Seu Alfredo, um combatente camuflado nessa Floresta Amazônica

-“Fecha um olho. Prende a respiração. Foca. Atira!”

    Ser membro inexorável da Família Diviaggi implicava correr alguns riscos, fracassar em muitas áreas, nobreza medieval em pleno Século XXI, mas, mais importante de tudo, era necessário saber atirar. Os meus tios falavam disso como assunto de estado, como se o tiro fosse o carro de boi que move a técnica, a boa mira a única possibilidade de redenção da humanidade.

-“Cuidado com o coice da cartucheira, filho.”

          Havia uma etapa a ser cumprida conforme a idade da criança. Iniciávamos lançando pedras com as mãos, uma competição séria atiçada pelos velhacos como rinha de galo. Mas era no voo simples de um chumbinho que começava a formação no tiro. A espingarda, contavam-nos, era parte do corpo, uma extensão das mãos a esvoaçar cruzando nosso céu do Sul. Quantos pássaros foram alvos móveis de nossos chumbos? Aquelas crianças não queriam matar, elas só buscavam acertar os seus destinos, impor um sentido geral nesses projéteis lançados no espaço-tempo. As garruchas antecipavam os revólveres, todos sentinelas em guarda de um país imaginário.

-“Agora o revólver, o canhão, o tambor. Isso não se aponta para ninguém, moleque. Se apontar, tem que finalizar.”

          O gatilho a disparar a violência da raça, a pólvora a explodir a paz, a deflagar a cápsula da História. Havia uma aura bélica naquela cidadezinha interiorana dos tempos de menino de Seu Alfredo. A bala, sempre ela, ditava os Códigos Civis e as condutas. A infâmia era amortizada cedo. Os cães e gatos desenganados eram alvos que imploravam pelo zunido de coruja do chumbo antigo.

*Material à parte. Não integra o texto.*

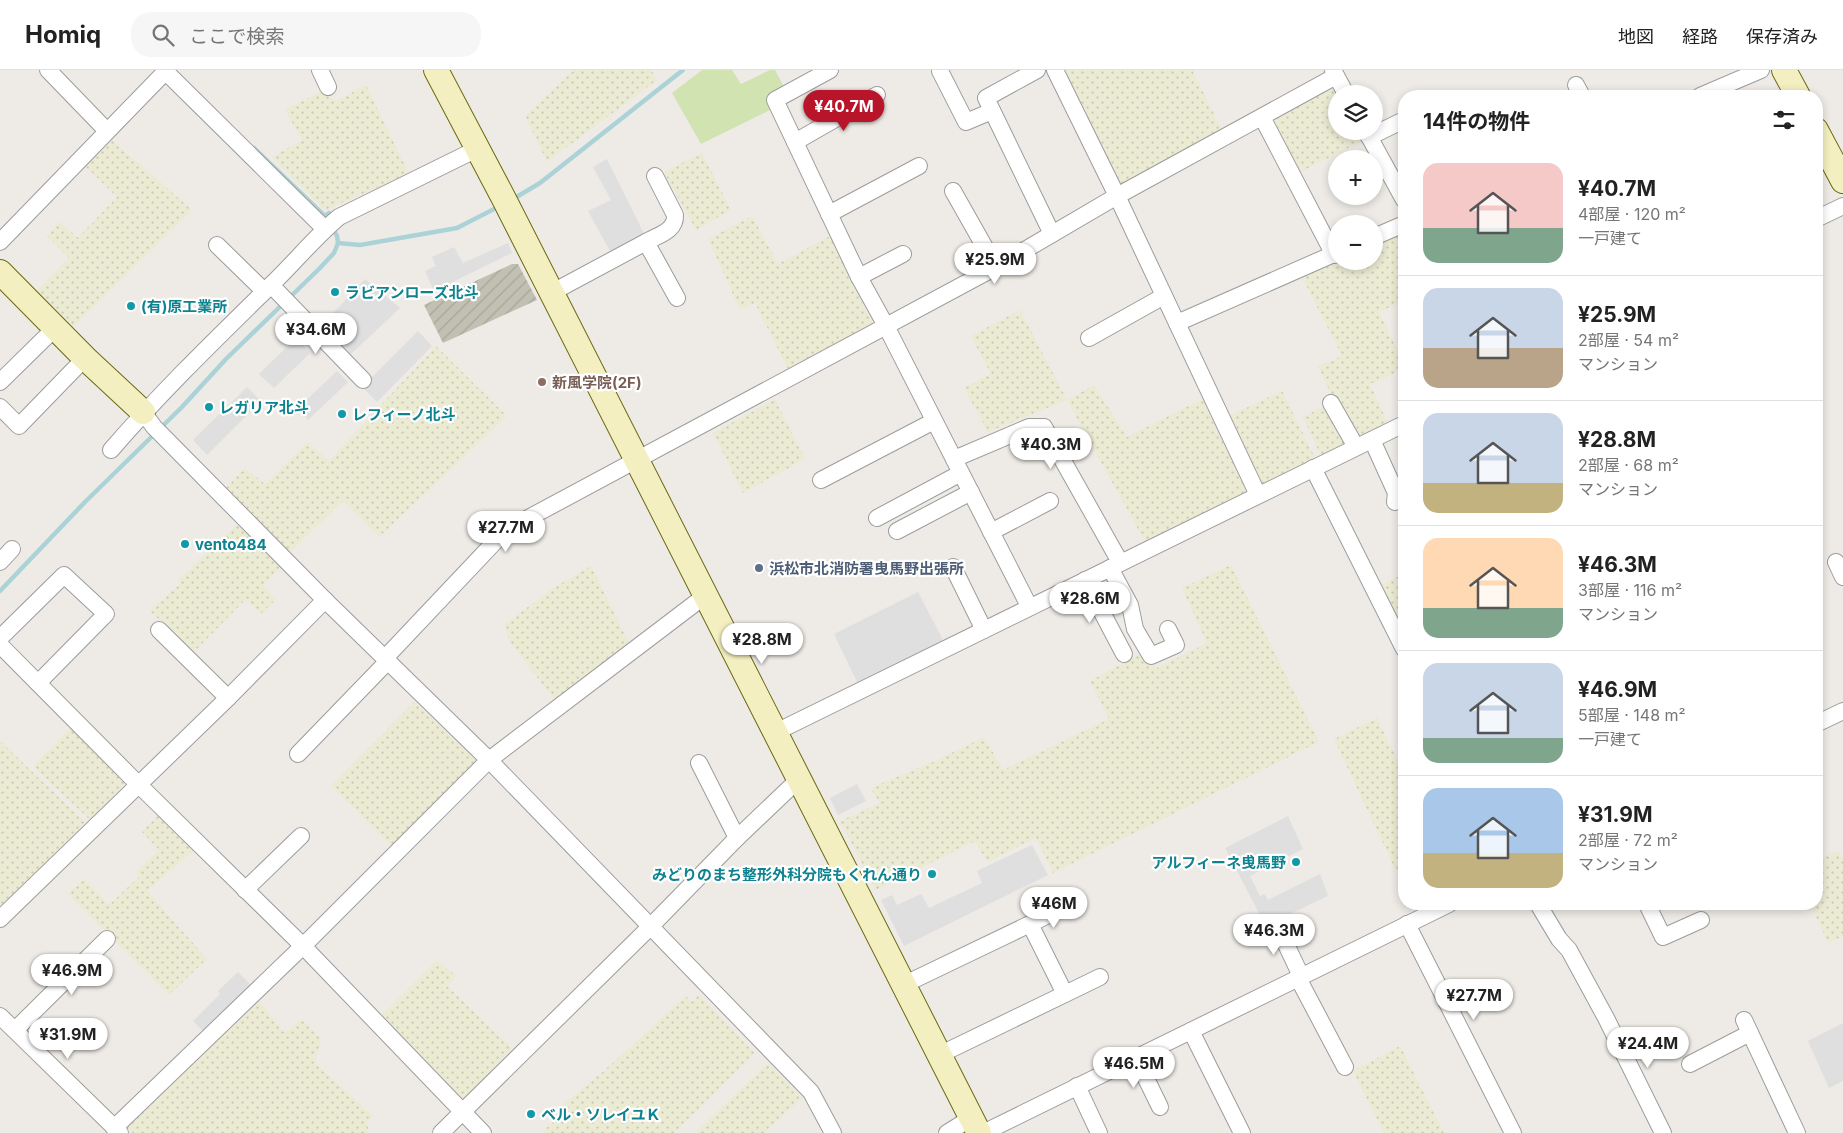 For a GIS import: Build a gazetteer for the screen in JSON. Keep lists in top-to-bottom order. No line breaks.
{"places":["ラビアンローズ北斗","(有)原工業所","新風学院(2F)","レガリア北斗","レフィーノ北斗","vento484","浜松市北消防署曳馬野出張所","アルフィーネ曵馬野","みどりのまち整形外科分院もくれん通り","ベル・ソレイユＫ"],"page":{"header":"Homiq","search":"ここで検索","nav":["地図","経路","保存済み"],"map_buttons":["+","−"],"price":["¥40.7M","¥25.9M","¥34.6M","¥40.3M","¥27.7M","¥28.6M","¥28.8M","¥46M","¥46.3M","¥46.9M","¥27.7M","¥31.9M","¥24.4M","¥46.5M"],"heading":"14件の物件","list":[{"name":"¥40.7M","note":"4部屋 · 120 m² · 一戸建て"},{"name":"¥25.9M","note":"2部屋 · 54 m² · マンション"},{"name":"¥28.8M","note":"2部屋 · 68 m² · マンション"},{"name":"¥46.3M","note":"3部屋 · 116 m² · マンション"},{"name":"¥46.9M","note":"5部屋 · 148 m² · 一戸建て"},{"name":"¥31.9M","note":"2部屋 · 72 m² · マンション"}]}}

          Aos dezoito anos chegava a hora de responder ao chamado da nação, de treinar o corpo, a mira e a mente, todo dia pela manhã. – “Atenção Agrupamento, Sentido.” Quanto sentido aquela convivência absurda fazia. Éramos cem jovens a embalar uma marcha cinzenta, a comandar uma tropa Brasileira, uma Força Expedicionária sem rumos, sem guerras. Mas havia poesia naqueles fuzis 762 anteriores a Primeira Grande Guerra, havia uma cortina triste a cobrir a irracionalidade de tudo, uma fanfarra militar a soar naqueles corações juvenis.

          E Seu Alfredo, um Combatente Básico de Força Territorial Segunda Categoria, um brasileiro inveterado, um poço de água salobre no Aquífero Guarani, um escritor que via na letra o motor propulsor do tanque de guerra de si mesmo, a destruir as barricadas, a blindar-se contra a vileza do tempo.

Ali vai Seu Alfredo a engatilhar a 380,

marinheiro armado a sós na corveta,

um albatroz molenga acima das cabeças.

Um povo em coro entoa sua melodia,

uma nação por detrás das armadilhas.

E nossa guerrilha brasuca a erguer-se,

de lápis e caneta nas mãos, e coletes,

uma letra nova por segundo,

a desaguar no mar do mundo.

Saiam da frente, abram as portas das senzalas,

ouçam os morteiros e as minas terrestres aladas.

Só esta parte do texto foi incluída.